The Churches were funded by the state to first establish schools in the villages that the Africans spontaneously founded after 1838. They focused on creating “Black Englishmen” along the lines of the Thomas Macaulay’s “Minute on Indian Education” to the Indian Parliament in 1835. This outlined how “Brown Englishmen” were to be created to serve the interest of the Colonial power. There was nothing but superstition in local knowledge and culture, which was to be wiped out. Not coincidentally, Thomas Macaulay was the son of the slavery-abolitionist Zachary Macaulay. Queens College, founded in 1844, which eventually accepted Coloureds and Africans, epitomized that pattern of transmitting the European hegemony.
Because of the cruelties inflicted on Africans during slavery the planters were convinced that after emancipation, retribution would become the order of the new day.
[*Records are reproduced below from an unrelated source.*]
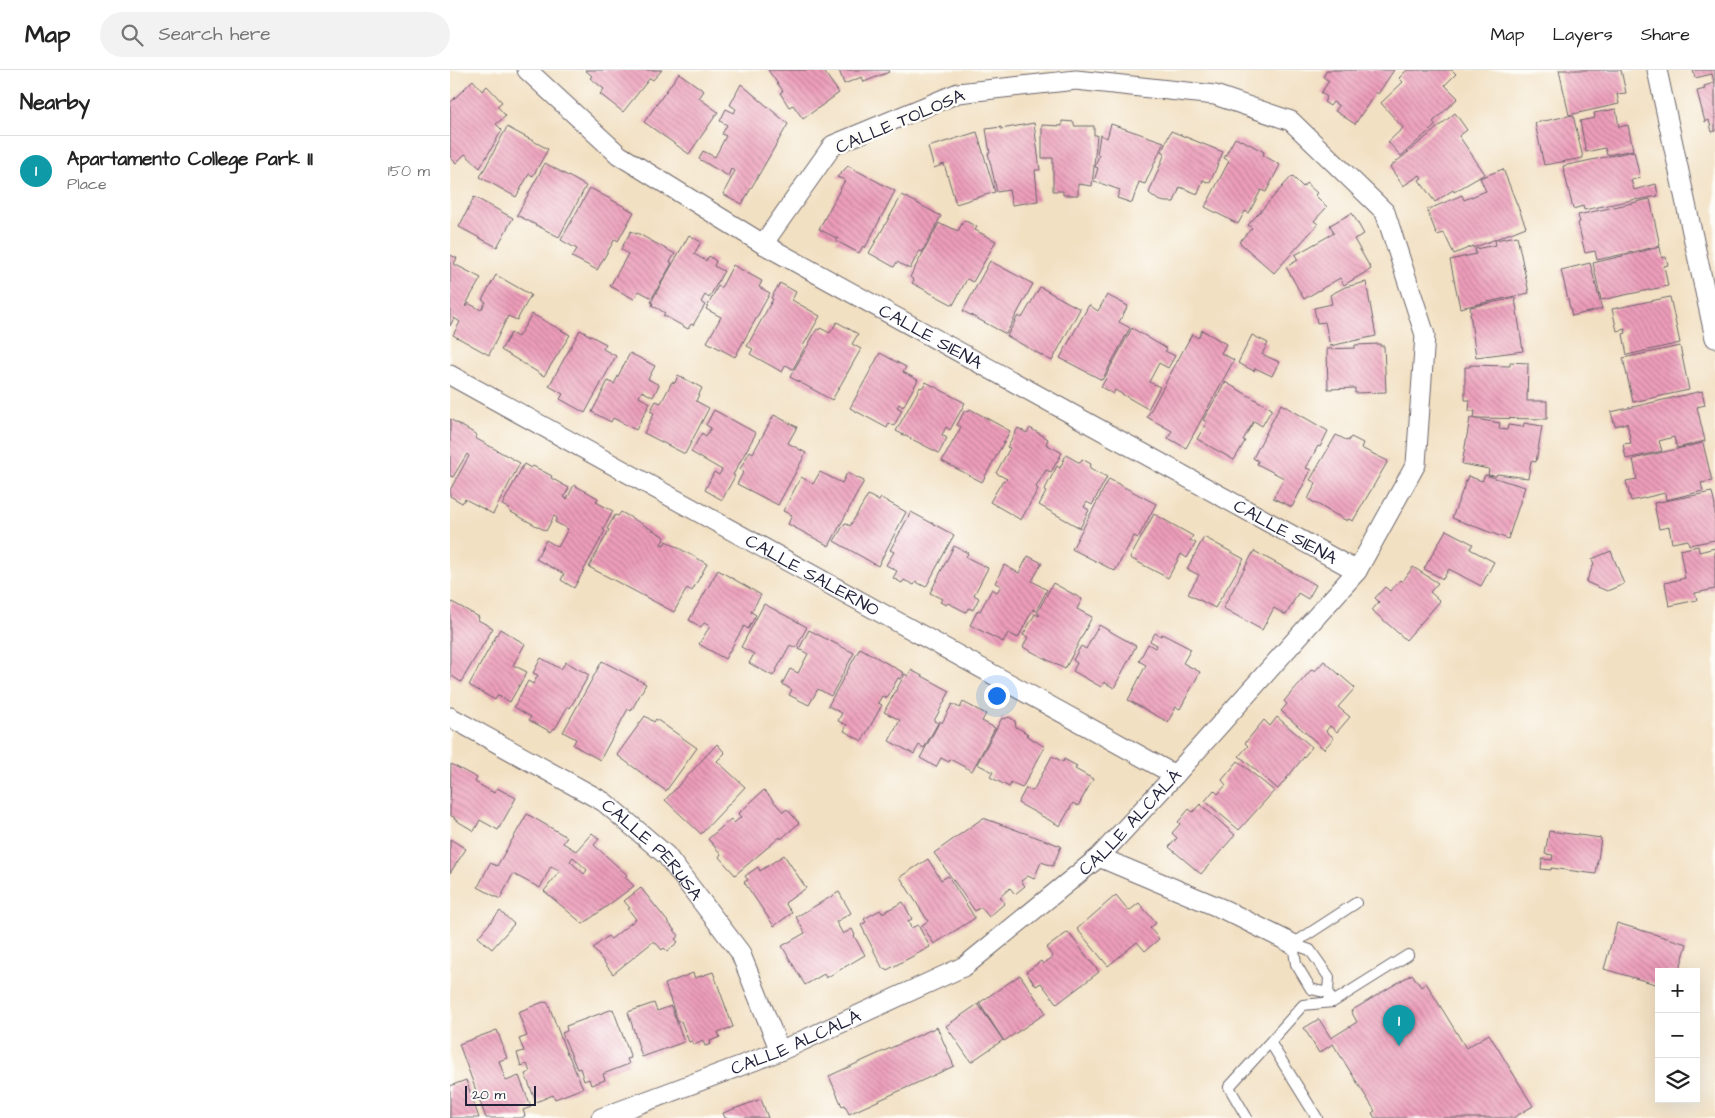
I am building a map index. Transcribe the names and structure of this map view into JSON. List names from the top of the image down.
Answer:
{
  "streets": {
    "street": [
      "CALLE TOLOSA",
      "CALLE SIENA",
      "CALLE SALERNO",
      "CALLE ALCALÁ",
      "CALLE PERUSA"
    ]
  },
  "crossings": [
    ["CALLE TOLOSA", "CALLE SIENA"],
    ["CALLE TOLOSA", "CALLE ALCALÁ"],
    ["CALLE SIENA", "CALLE ALCALÁ"],
    ["CALLE SALERNO", "CALLE ALCALÁ"],
    ["CALLE ALCALÁ", "CALLE PERUSA"]
  ],
  "scale_bar": "20 m",
  "page": {
    "header": "Map",
    "search": "Search here",
    "nav": ["Map", "Layers", "Share"],
    "heading": "Nearby",
    "list": [
      {
        "mark": "1",
        "name": "Apartamento College Park II",
        "note": "Place",
        "value": "150 m"
      }
    ],
    "map_buttons": ["+", "−"],
    "pins": "1",
    "scale": "20 m"
  }
}
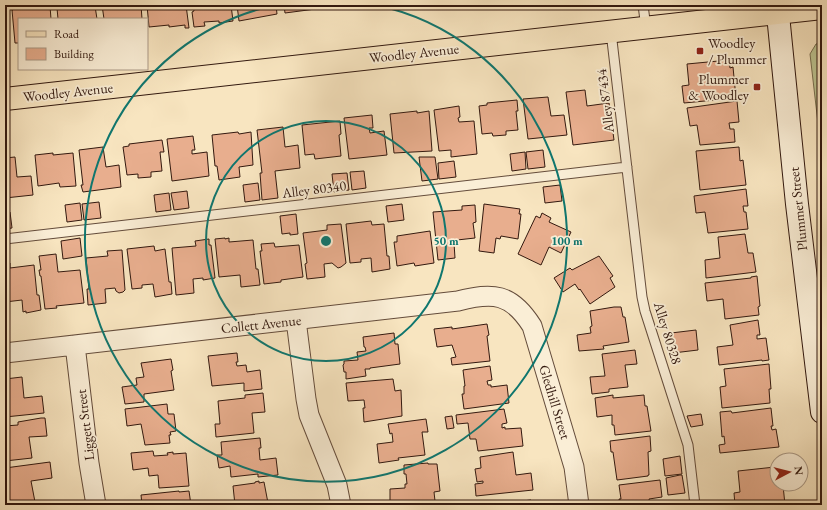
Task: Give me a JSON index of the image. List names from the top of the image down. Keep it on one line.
{"streets":{"main road":["Woodley Avenue","Plummer Street"],"street":["Collett Avenue","Gledhill Street","Liggett Street"],"lane":["Alley 87434","Alley 80340","Alley 80328"]},"crossings":[["Woodley Avenue","Alley 87434"],["Woodley Avenue","Plummer Street"],["Alley 87434","Alley 80340"],["Alley 87434","Alley 80328"],["Alley 80340","Alley 80328"],["Collett Avenue","Gledhill Street"],["Collett Avenue","Liggett Street"]],"places":{"transit":["Woodley / Plummer","Plummer & Woodley"]},"legend":["Road","Building"],"north":"right","rings":["50 m","100 m"]}
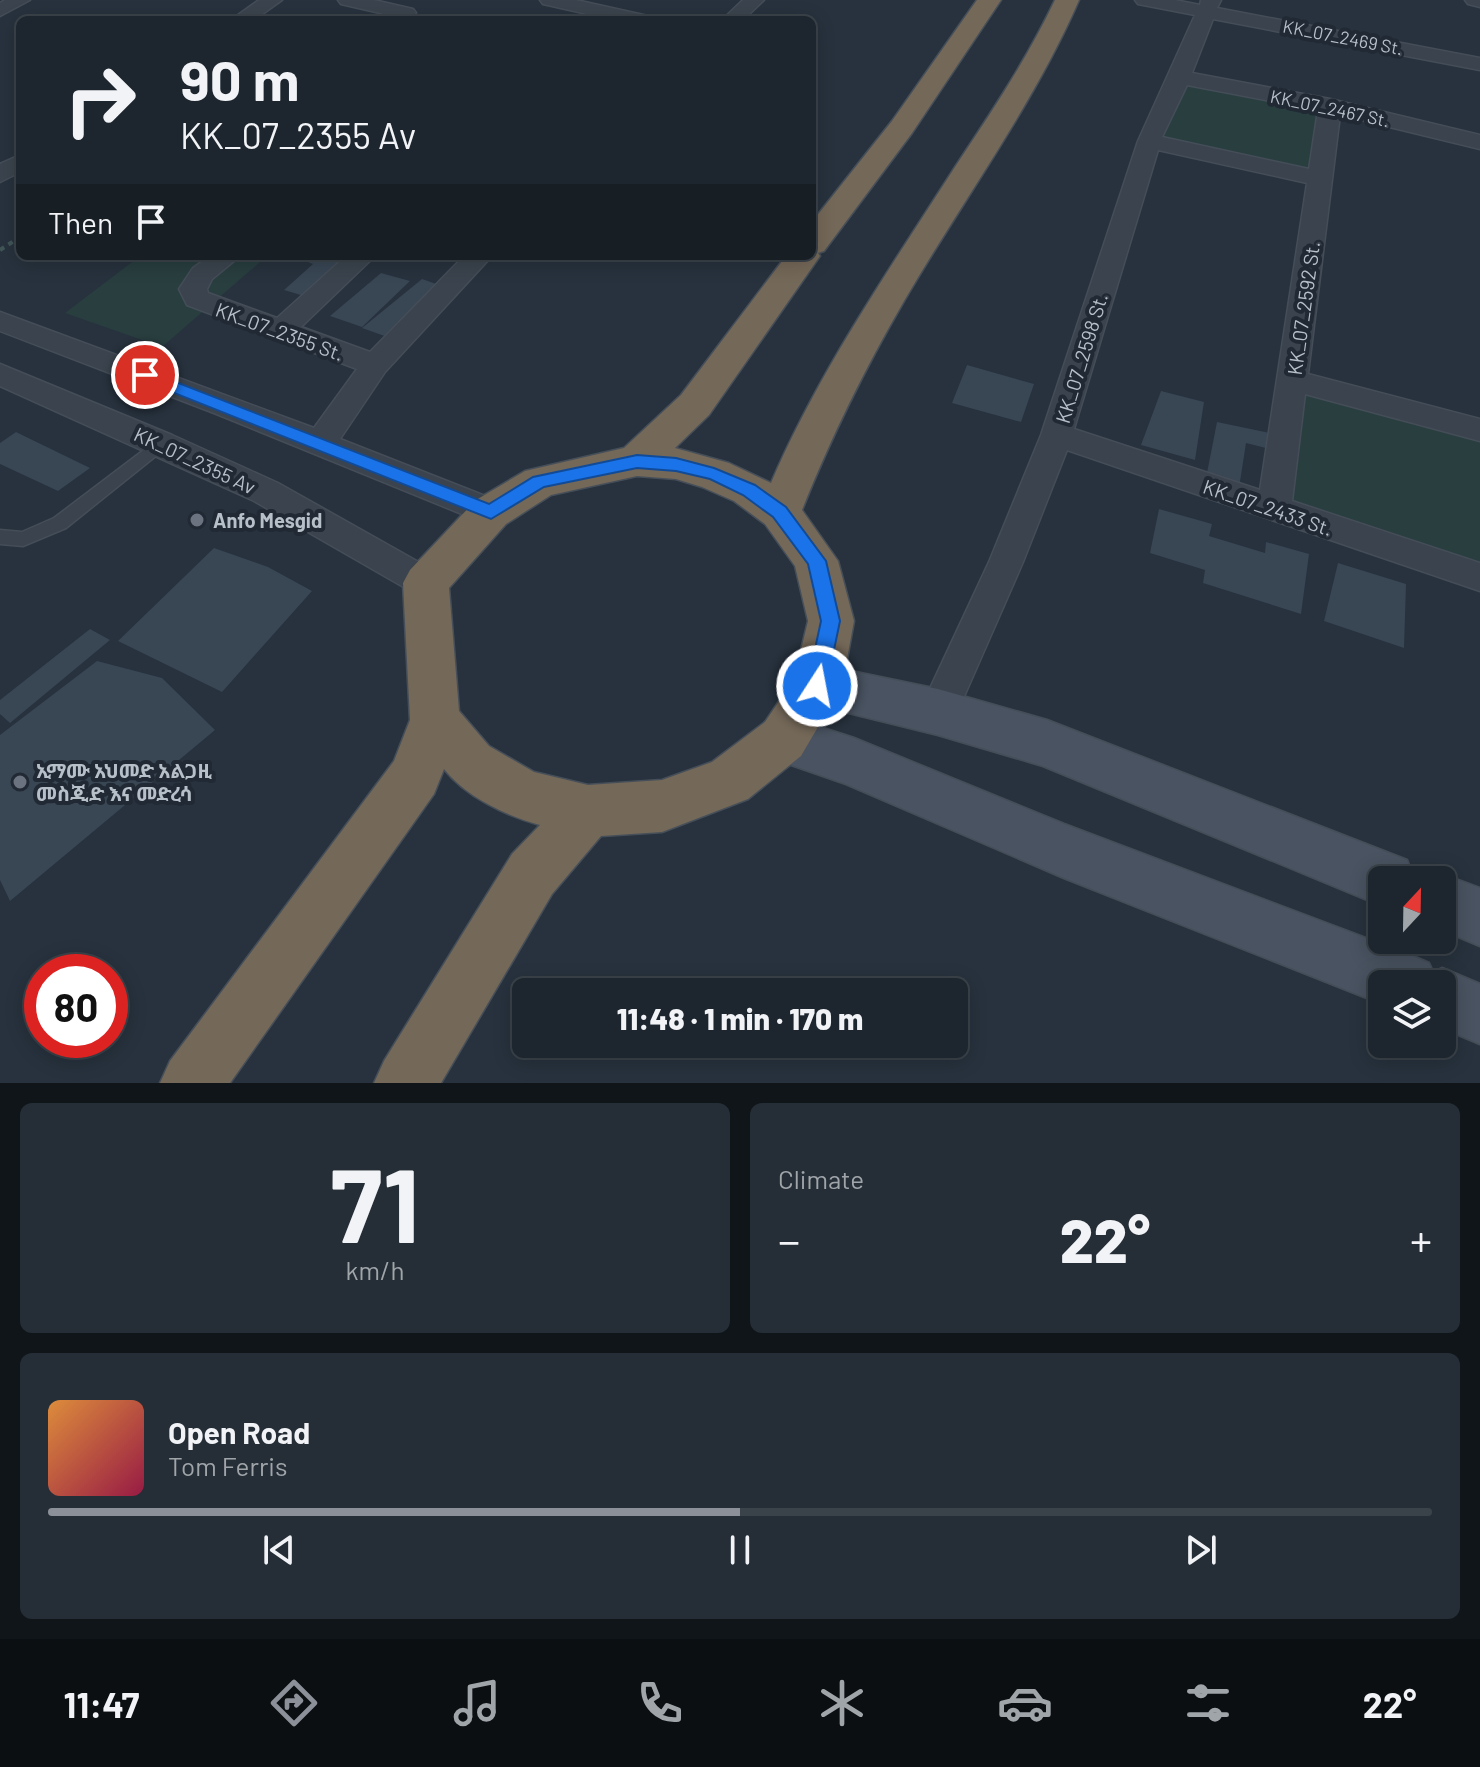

The Guyana Police Force was therefore organized by 1838 but its launch was delayed for one year when it was decided to model it not on the unarmed London Metropoliton “Bobbies” but on the armed Irish Constabulary that was organized as a pacification Force. Police Stations were soon established near the new villages and manned by immigrant Barbadian recruits with White officers: the locals were not trusted to discipline their “matties”. Our centralized and authoritarian police culture was inculcated from its beginning.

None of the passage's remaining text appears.